This actuator skips motors and still moves in under a second, bending and returning on its own, pointing to new ways to build robotic and space systems.
A smart material-based actuator developed at KAIST operates in less than a second without using a motor, offering a new option for robotics and space structures that need light and repeatable movement. Conventional motor-based systems face limits due to weight and complex structure.
The actuator is based on a two-way shape memory material system capable of reversible self-shape change. The material changes shape when exposed to external stimuli such as heat and returns to its original form without additional mechanical systems.
It combines shape memory alloys (SMA) and shape memory polymers (SMP) to use the strengths of both materials. SMAs are metals that return to their original shape when heated, while SMPs are polymers that respond to heat or other external inputs by changing shape.

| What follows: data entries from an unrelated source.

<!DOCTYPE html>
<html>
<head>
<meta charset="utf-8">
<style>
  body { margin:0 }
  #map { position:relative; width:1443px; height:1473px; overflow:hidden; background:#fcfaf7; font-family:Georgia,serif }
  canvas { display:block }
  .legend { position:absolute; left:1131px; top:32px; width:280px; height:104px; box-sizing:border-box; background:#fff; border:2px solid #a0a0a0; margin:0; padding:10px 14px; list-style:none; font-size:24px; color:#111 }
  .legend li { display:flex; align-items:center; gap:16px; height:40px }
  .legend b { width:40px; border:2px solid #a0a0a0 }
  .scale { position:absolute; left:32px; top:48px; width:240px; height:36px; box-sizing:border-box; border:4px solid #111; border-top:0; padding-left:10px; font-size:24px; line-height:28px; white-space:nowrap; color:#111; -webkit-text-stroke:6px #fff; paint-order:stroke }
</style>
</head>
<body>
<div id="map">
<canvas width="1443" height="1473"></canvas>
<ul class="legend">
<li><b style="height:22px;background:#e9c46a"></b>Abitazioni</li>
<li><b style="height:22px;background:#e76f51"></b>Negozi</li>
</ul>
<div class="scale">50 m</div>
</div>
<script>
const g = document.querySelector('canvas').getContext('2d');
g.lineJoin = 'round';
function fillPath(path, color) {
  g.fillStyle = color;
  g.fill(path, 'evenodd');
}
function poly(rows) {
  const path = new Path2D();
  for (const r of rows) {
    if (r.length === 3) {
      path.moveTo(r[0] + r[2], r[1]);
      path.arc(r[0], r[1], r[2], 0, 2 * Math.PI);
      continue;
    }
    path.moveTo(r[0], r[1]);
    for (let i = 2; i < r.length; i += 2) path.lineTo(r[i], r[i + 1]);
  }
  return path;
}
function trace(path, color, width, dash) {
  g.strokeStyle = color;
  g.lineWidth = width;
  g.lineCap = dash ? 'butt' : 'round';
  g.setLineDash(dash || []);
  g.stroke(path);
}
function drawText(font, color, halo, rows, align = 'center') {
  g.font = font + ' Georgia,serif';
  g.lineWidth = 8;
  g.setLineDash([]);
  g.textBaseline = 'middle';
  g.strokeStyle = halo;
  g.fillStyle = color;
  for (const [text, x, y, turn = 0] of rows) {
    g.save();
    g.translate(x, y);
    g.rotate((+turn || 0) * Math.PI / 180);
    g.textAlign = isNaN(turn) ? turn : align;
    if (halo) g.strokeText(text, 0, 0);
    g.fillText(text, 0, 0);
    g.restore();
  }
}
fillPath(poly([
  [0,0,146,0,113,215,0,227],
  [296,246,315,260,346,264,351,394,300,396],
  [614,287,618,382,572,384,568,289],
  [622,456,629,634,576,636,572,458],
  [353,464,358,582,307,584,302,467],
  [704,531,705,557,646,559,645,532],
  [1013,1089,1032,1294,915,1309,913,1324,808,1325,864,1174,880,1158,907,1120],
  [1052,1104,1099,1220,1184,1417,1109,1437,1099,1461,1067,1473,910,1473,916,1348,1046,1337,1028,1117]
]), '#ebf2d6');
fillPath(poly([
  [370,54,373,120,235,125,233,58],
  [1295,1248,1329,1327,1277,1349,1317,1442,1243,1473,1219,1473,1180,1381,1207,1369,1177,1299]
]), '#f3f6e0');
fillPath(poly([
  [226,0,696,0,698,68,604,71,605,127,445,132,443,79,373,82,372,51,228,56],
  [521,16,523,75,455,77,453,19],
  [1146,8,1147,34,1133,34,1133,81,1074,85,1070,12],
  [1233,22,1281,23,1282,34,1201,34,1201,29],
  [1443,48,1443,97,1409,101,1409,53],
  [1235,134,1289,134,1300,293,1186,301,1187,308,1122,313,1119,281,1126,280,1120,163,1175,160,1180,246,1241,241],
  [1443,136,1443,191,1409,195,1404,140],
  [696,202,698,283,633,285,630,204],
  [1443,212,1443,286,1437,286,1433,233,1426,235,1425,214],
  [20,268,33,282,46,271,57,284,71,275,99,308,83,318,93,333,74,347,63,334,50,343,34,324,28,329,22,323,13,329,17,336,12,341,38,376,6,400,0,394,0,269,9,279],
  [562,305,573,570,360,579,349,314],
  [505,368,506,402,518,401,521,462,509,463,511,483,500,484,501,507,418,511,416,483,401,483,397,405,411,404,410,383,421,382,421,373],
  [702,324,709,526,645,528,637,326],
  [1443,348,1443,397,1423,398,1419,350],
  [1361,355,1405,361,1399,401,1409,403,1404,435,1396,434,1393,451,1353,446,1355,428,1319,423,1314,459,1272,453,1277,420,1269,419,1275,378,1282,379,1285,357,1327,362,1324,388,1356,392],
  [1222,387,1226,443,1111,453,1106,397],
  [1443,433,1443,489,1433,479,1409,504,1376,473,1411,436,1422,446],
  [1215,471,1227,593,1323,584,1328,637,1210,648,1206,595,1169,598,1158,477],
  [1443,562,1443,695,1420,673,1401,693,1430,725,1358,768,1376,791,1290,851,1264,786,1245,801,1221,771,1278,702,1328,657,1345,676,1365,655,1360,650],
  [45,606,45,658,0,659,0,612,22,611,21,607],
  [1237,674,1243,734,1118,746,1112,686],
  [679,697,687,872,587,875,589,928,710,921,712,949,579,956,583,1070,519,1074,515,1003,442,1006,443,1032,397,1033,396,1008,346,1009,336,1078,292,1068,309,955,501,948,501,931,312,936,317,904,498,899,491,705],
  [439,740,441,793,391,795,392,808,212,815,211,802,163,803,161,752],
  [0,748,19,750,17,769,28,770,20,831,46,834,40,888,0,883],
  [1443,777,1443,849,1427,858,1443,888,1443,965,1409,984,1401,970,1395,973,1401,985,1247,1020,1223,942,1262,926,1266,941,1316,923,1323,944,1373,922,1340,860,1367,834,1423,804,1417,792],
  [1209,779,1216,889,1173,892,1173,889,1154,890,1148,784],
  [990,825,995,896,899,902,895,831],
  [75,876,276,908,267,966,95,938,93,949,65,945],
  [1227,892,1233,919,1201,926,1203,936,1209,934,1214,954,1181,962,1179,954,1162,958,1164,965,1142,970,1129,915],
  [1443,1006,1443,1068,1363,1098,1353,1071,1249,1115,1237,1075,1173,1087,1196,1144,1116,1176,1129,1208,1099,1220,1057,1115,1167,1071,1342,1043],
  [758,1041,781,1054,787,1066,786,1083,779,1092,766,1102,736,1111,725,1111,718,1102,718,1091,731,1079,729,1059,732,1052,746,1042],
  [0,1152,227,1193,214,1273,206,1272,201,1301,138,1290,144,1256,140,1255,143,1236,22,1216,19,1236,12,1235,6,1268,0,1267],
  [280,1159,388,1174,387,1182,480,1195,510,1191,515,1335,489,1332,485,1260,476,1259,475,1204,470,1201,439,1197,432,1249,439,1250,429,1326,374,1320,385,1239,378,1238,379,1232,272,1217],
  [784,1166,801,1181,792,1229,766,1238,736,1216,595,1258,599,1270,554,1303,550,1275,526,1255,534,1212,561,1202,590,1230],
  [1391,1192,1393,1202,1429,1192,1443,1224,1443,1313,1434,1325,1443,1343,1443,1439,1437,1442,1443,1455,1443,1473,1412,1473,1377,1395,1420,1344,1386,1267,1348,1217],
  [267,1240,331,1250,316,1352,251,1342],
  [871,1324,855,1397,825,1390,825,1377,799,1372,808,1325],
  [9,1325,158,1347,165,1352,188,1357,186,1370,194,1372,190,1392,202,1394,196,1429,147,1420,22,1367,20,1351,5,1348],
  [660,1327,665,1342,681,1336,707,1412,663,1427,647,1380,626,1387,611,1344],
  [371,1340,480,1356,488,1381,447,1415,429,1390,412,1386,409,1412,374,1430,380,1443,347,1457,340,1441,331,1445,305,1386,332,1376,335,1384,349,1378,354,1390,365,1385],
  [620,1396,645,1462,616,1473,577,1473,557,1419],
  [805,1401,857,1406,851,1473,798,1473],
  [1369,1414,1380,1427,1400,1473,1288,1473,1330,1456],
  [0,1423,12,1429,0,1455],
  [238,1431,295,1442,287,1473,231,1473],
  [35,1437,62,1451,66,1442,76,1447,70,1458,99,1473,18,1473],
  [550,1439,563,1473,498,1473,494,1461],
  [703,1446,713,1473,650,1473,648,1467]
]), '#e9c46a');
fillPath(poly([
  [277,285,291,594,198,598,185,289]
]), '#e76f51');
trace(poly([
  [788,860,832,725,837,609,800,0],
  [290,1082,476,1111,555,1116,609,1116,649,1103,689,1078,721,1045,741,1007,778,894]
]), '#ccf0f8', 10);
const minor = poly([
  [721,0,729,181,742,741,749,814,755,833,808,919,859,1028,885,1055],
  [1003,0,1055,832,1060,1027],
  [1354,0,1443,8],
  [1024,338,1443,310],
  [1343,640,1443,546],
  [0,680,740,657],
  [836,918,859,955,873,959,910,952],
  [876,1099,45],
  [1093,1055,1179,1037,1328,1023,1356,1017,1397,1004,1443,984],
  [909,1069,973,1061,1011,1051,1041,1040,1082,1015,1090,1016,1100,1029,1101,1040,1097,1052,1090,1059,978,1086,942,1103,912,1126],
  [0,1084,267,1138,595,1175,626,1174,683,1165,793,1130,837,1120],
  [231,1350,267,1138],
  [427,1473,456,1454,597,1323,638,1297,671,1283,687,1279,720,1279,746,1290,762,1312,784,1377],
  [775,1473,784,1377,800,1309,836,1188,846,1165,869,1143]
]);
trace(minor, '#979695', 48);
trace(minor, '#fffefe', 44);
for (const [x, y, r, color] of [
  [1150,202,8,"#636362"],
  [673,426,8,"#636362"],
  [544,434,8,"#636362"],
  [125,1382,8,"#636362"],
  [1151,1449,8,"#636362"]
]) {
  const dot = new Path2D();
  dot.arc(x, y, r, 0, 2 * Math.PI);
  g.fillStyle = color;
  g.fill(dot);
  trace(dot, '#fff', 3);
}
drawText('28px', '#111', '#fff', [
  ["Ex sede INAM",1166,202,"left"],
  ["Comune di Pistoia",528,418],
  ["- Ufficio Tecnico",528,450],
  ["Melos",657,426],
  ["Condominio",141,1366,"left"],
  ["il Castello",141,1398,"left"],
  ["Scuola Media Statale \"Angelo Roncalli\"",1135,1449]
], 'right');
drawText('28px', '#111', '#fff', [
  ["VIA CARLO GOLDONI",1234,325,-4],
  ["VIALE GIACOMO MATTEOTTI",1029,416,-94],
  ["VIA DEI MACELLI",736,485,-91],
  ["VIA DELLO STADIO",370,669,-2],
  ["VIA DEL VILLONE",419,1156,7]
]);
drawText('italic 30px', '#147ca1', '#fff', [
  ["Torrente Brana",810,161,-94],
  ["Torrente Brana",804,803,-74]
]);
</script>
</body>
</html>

Earlier shape memory materials had limits. Some could not return to their original form after deformation, while others showed slow recovery. Differences in stiffness between metals and polymers also reduced accuracy during repeated use.
To address these issues, the team modified both the material and its structure. The SMP composition was adjusted and reinforced with carbon fibers to improve rigidity. A tape spring structure, similar to a retractable measuring tape, was also applied to the actuator.

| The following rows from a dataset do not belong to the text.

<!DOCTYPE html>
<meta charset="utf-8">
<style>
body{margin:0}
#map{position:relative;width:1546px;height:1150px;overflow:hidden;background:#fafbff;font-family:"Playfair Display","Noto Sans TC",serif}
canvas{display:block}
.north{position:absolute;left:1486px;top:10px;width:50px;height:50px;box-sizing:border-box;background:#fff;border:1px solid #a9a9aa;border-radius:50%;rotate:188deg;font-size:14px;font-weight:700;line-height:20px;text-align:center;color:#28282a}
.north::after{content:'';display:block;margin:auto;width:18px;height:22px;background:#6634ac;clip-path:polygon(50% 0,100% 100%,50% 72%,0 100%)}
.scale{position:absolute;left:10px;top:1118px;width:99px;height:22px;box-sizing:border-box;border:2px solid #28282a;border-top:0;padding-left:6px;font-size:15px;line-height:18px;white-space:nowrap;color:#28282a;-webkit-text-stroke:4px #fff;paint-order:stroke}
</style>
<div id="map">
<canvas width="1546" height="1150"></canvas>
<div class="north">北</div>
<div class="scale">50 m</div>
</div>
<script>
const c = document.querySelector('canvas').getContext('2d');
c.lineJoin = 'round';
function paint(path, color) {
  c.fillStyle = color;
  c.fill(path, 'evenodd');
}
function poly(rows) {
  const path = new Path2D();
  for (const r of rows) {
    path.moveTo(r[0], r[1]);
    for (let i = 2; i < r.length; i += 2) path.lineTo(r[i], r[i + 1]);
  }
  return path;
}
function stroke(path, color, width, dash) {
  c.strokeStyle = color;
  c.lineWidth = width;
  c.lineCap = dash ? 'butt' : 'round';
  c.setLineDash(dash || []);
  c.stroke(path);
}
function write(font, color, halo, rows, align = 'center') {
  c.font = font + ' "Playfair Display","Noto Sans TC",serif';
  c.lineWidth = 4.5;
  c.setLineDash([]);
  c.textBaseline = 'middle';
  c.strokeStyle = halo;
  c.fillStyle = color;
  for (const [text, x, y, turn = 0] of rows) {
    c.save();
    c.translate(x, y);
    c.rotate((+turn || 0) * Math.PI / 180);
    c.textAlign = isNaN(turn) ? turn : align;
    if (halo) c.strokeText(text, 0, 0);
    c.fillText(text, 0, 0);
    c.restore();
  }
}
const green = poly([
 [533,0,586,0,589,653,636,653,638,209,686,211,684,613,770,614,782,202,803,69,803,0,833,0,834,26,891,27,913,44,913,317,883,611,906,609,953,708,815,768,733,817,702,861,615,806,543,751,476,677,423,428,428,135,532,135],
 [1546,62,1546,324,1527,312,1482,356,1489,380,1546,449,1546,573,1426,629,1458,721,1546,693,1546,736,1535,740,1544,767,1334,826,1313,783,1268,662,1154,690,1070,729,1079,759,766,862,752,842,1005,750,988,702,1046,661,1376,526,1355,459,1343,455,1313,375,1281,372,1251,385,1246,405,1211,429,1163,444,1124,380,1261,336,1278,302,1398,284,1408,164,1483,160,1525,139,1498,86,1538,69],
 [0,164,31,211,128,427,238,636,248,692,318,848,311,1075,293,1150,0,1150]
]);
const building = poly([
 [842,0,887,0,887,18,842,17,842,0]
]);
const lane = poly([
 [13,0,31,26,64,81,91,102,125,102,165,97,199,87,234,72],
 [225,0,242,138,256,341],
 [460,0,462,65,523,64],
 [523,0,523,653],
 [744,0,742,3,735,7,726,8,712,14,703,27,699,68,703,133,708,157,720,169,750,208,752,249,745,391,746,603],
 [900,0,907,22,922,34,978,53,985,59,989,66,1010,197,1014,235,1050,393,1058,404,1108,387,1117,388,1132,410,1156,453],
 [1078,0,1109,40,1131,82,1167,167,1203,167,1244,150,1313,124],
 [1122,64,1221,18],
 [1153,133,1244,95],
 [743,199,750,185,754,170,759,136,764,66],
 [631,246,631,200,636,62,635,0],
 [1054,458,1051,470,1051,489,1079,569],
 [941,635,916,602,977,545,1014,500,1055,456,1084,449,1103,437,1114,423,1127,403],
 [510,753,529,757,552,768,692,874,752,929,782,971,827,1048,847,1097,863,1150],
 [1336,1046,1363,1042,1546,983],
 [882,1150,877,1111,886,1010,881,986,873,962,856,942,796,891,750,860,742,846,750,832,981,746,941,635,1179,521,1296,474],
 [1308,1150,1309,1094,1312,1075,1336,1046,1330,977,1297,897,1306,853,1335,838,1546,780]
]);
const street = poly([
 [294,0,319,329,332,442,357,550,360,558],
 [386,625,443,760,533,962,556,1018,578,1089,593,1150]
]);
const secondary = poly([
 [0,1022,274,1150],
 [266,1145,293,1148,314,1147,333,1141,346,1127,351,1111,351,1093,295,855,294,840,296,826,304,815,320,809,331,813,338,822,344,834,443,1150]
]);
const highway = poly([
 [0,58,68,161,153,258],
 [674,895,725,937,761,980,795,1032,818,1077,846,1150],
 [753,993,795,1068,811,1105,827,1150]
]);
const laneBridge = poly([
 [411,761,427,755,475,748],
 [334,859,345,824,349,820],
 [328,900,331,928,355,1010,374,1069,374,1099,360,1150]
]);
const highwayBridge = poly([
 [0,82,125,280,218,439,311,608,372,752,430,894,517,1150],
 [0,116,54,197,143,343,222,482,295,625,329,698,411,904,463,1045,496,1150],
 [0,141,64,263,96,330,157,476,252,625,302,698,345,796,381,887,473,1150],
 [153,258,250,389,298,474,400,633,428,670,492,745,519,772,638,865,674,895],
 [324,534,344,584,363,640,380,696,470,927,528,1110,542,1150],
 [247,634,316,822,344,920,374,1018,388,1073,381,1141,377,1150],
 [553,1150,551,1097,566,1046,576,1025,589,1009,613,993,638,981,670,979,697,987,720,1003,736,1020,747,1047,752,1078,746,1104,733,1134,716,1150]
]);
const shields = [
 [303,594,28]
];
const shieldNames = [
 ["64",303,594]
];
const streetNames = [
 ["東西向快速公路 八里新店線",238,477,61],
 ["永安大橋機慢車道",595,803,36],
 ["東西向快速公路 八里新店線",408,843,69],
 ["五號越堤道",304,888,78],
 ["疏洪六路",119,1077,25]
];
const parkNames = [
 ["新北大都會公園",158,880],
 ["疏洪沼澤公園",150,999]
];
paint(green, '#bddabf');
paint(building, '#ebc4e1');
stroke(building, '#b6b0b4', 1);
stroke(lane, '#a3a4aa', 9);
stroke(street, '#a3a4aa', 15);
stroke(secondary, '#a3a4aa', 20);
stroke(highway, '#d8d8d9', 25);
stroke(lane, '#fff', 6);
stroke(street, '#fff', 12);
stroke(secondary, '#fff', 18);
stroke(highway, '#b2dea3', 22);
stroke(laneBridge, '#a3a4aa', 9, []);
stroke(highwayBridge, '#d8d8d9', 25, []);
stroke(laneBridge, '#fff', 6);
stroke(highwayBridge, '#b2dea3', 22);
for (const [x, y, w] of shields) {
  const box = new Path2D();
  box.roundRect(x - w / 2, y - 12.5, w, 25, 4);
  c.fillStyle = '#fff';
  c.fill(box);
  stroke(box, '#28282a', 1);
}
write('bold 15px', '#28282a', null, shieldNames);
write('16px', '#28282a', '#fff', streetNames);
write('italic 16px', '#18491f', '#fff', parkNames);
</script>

This structure enables a snap-through effect, where energy stored during deformation is released quickly. This improves both movement speed and accuracy.
The actuator shows full two-way actuation. It bends when heated and returns to a flat state as temperature decreases. It also shows a higher deformation range and close to full recovery to its original shape. The recovery speed is improved, allowing repeated operation without complex control systems.
The study demonstrates two-way deformation, sub-second actuation speed, and accurate deployment in a single system. This marks progress toward practical use of shape memory material-based actuators in applications such as robotic grippers and deployable space structures.